» Directions for this task
For the material below, output exactly the span from the line with "M915,0H959L979,35L994,29V61H1031V24H1005L1055,1V244Z" to the line with "M120,150L169,121L196,144L156,200", including both, and nothing besides.
============================================================
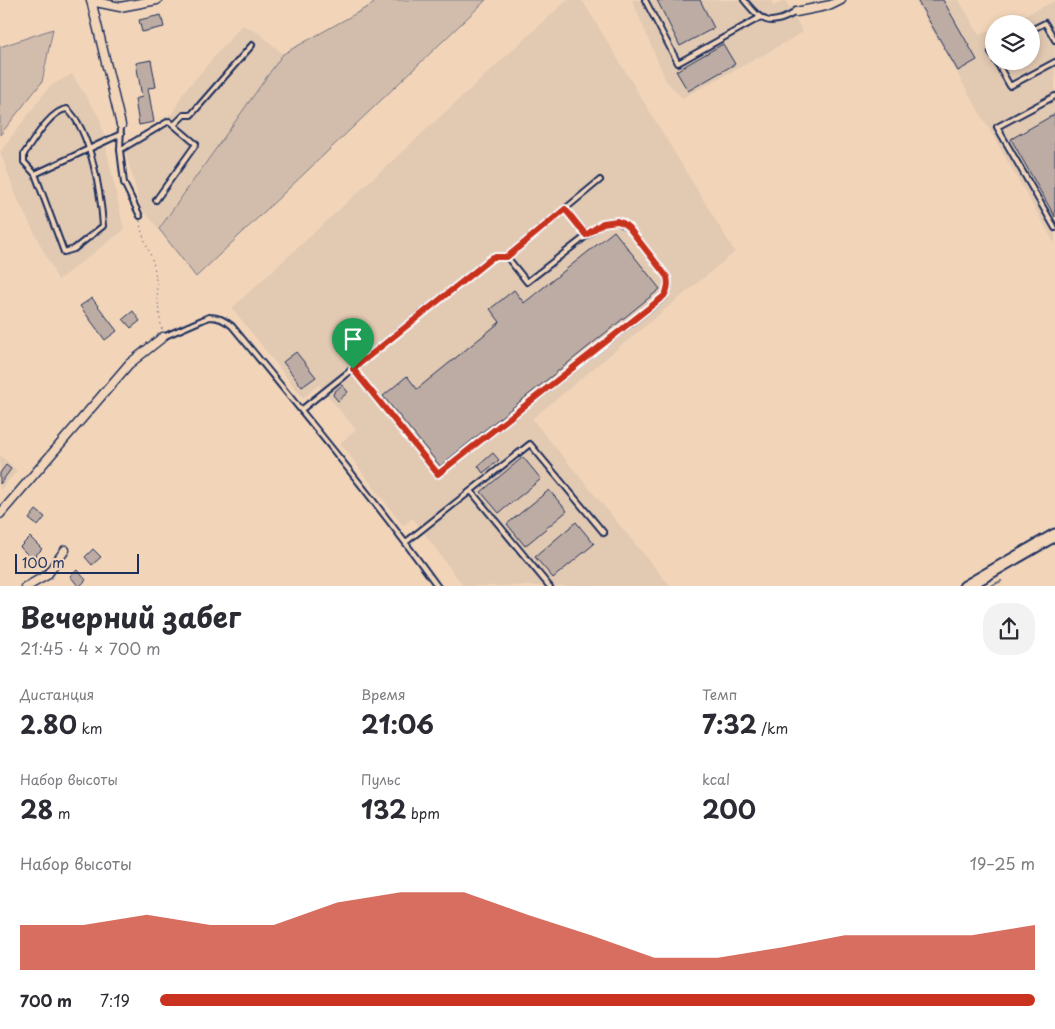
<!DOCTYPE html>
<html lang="ru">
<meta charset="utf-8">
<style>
body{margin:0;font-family:"Playpen Sans",sans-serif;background:#f2f2f3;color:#2b2b33;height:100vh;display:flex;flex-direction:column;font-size:19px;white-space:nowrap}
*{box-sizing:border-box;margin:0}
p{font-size:16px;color:#7c7c81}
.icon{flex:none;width:28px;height:28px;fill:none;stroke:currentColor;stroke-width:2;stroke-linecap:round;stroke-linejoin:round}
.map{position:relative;height:586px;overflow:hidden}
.drawer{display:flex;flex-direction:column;background:#fff;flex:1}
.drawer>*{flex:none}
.tools{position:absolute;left:985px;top:15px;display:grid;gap:10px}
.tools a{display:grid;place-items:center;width:55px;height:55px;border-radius:50%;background:#fff;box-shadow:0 2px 8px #0003;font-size:25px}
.scale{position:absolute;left:15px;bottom:12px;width:124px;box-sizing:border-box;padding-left:5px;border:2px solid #1b2f5e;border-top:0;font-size:14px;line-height:18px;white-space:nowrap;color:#1b2f5e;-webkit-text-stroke:4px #f2d5b9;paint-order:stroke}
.pin{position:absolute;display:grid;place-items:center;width:42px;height:42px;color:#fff;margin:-51px -21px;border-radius:50% 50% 50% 0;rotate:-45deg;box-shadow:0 0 5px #0007}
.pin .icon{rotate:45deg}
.round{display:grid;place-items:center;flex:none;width:52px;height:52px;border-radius:20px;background:#f2f2f3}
.overview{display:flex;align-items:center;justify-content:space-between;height:85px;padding:0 20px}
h1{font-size:28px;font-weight:700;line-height:38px}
.figures{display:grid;grid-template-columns:repeat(3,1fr);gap:8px;height:85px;padding:5px 20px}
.figures div{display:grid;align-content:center}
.figures b{font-size:25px;font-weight:700}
.figures small{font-size:14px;font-weight:400}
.figures p{font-size:14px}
.chart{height:140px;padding:10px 20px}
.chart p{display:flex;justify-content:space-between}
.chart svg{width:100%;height:90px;margin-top:5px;fill:#c8321e;opacity:.7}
ul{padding:0 20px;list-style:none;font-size:16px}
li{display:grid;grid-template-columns:80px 60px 1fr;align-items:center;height:38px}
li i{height:12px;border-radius:6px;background:#c8321e}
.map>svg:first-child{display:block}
.built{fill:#e2c9b2}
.green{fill:#d2bdac;stroke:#767685}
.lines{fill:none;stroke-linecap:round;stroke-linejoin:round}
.stream{stroke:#707082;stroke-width:2.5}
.building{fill:#bdaca3;stroke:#1b2f5e}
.service-casing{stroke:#1b2f5e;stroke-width:8}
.minor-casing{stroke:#1b2f5e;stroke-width:11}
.secondary-casing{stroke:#1b2f5e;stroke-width:15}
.path{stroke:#1b2f5e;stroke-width:1;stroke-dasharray:1 4;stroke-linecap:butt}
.service{stroke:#f2d5b9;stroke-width:4}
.minor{stroke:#f2d5b9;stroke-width:8}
.secondary{stroke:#f2d5b9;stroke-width:11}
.route-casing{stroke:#fff;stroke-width:10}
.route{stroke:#c8321e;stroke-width:6}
</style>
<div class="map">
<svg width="1055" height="587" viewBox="0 0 1055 587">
<rect width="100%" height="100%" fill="#f2d5b9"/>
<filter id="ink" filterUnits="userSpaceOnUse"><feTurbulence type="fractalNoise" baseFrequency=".02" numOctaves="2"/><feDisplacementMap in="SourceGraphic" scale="10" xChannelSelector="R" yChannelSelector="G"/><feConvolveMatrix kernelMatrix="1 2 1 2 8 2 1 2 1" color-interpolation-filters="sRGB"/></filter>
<g filter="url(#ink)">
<path class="built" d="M567,0H582L735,252L532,419L670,586H463L413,518L403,526L340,443L356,430L319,385L303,398L232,308Z
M632,0H770L774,6L785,0L803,32L763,55L682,98L666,81Z
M915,0H959L979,35L994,29V61H1031V24H1005L1055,1V244Z
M242,25L259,33L283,54L159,229L141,208L124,147L173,112L183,93Z
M72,74L100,119L124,230L58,280L18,200L0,152L49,87Z
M0,455L17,471L0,490Z"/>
<path class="green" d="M380,0H486L196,277L159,229L283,54Z
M53,29L42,82L0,135V47Z"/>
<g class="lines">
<path class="stream" d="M989,587L1001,581"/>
</g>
<path class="building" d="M657,0H700L714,28L680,46Z
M917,0H943L977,60L958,71Z
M161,15L164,27L142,32L139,20Z
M723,44L735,64L688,91L676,71Z
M151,60L156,87L148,88L154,122L139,125L135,99L142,97L136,63Z
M1055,114V217L1011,139Z
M614,231L660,289L440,466L383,396L407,376L417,389L500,322L490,309L514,290L524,303Z
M92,298L117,331L105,340L80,306Z
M133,311L140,321L131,328L123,319Z
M296,352L316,377L302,387L283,362Z
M342,385L348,392L338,401L333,395L334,392Z
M493,453L499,460L483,473L478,466Z
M523,457L541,479L499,513L481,492Z
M6,465L11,469L0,484V473Z
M549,490L567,511L525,546L507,524Z
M36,510L45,517L38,526L29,519Z
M576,522L594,544L553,578L535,557Z
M30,537L42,549L32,559L20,547Z
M93,549L101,557L92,565L85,557Z
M77,570L86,580L79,587L70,576Z"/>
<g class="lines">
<defs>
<path id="service" d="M645,0L678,63L759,18
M744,0C762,22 769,28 796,12
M1031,30L1045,23L1055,40
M994,50L991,52L994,56
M996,61L1010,86L1055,62
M1055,96L997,127L1055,228
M175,124L184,115H191L252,45
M121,125L120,150L124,183L140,216
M120,150L169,121L196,144L156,200
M35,174L24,162V154C33,141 51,110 67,109C91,130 101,195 103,226L74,249L64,252L35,174L121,134
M565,209L587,235
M163,337L209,317C219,317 224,320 232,326C302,411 373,497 438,587
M353,369L438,474L664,297L668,287L667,277L629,228L617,221L603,223L527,282L507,257
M301,410L493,257H507L600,180
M471,491L550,587
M406,542L530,444L604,533"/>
<path id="minor" d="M91,0L121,125
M91,1L120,7L157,0
M796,12L831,5L841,0
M0,514L129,364L163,337
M26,587L47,575L65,550"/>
<path id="secondary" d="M965,587L1055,535"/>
</defs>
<use href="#service" class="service-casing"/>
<use href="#minor" class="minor-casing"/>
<use href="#secondary" class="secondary-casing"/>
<path class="path" d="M140,221C140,233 151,253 154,266C158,287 157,308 162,329"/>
<use href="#service" class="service"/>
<use href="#minor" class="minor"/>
<use href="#secondary" class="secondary"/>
</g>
</g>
<g class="lines" filter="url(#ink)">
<defs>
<path id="route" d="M565,209L586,235L603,223L617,221L623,223L629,228L667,277C669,285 668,290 664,296L438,474L353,369L493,257H507Z"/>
</defs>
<use href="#route" class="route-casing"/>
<use href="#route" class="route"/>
</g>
</svg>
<div class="tools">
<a><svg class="icon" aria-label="layers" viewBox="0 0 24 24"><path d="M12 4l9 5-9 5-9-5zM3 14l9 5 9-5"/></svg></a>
</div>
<div class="scale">100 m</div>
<div class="pin" style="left:353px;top:369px;background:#1e9e55"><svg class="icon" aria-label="arrive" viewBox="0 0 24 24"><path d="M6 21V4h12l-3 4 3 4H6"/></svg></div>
</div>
<section class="drawer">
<div class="overview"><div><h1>Вечерний забег</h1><p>21:45 · 4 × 700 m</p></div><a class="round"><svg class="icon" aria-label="share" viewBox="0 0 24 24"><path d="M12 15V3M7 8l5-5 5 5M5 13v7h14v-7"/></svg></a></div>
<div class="figures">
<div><p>Дистанция</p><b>2.80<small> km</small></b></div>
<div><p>Время</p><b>21:06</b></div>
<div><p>Темп</p><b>7:32<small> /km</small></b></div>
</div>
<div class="figures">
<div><p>Набор высоты</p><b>28<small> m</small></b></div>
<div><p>Пульс</p><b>132<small> bpm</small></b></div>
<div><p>kcal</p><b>200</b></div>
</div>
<div class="chart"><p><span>Набор высоты</span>19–25 m</p>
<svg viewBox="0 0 160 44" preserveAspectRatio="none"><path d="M0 44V22L10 22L20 17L30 22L40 22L50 11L60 6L70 6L80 17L90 27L100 38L110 38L120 33L130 27L140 27L150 27L160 22V44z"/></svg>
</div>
<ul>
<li><b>700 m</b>7:19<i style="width:100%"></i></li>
</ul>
</section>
============================================================
» Response to the exercise
M915,0H959L979,35L994,29V61H1031V24H1005L1055,1V244Z
M242,25L259,33L283,54L159,229L141,208L124,147L173,112L183,93Z
M72,74L100,119L124,230L58,280L18,200L0,152L49,87Z
M0,455L17,471L0,490Z"/>
<path class="green" d="M380,0H486L196,277L159,229L283,54Z
M53,29L42,82L0,135V47Z"/>
<g class="lines">
<path class="stream" d="M989,587L1001,581"/>
</g>
<path class="building" d="M657,0H700L714,28L680,46Z
M917,0H943L977,60L958,71Z
M161,15L164,27L142,32L139,20Z
M723,44L735,64L688,91L676,71Z
M151,60L156,87L148,88L154,122L139,125L135,99L142,97L136,63Z
M1055,114V217L1011,139Z
M614,231L660,289L440,466L383,396L407,376L417,389L500,322L490,309L514,290L524,303Z
M92,298L117,331L105,340L80,306Z
M133,311L140,321L131,328L123,319Z
M296,352L316,377L302,387L283,362Z
M342,385L348,392L338,401L333,395L334,392Z
M493,453L499,460L483,473L478,466Z
M523,457L541,479L499,513L481,492Z
M6,465L11,469L0,484V473Z
M549,490L567,511L525,546L507,524Z
M36,510L45,517L38,526L29,519Z
M576,522L594,544L553,578L535,557Z
M30,537L42,549L32,559L20,547Z
M93,549L101,557L92,565L85,557Z
M77,570L86,580L79,587L70,576Z"/>
<g class="lines">
<defs>
<path id="service" d="M645,0L678,63L759,18
M744,0C762,22 769,28 796,12
M1031,30L1045,23L1055,40
M994,50L991,52L994,56
M996,61L1010,86L1055,62
M1055,96L997,127L1055,228
M175,124L184,115H191L252,45
M121,125L120,150L124,183L140,216
M120,150L169,121L196,144L156,200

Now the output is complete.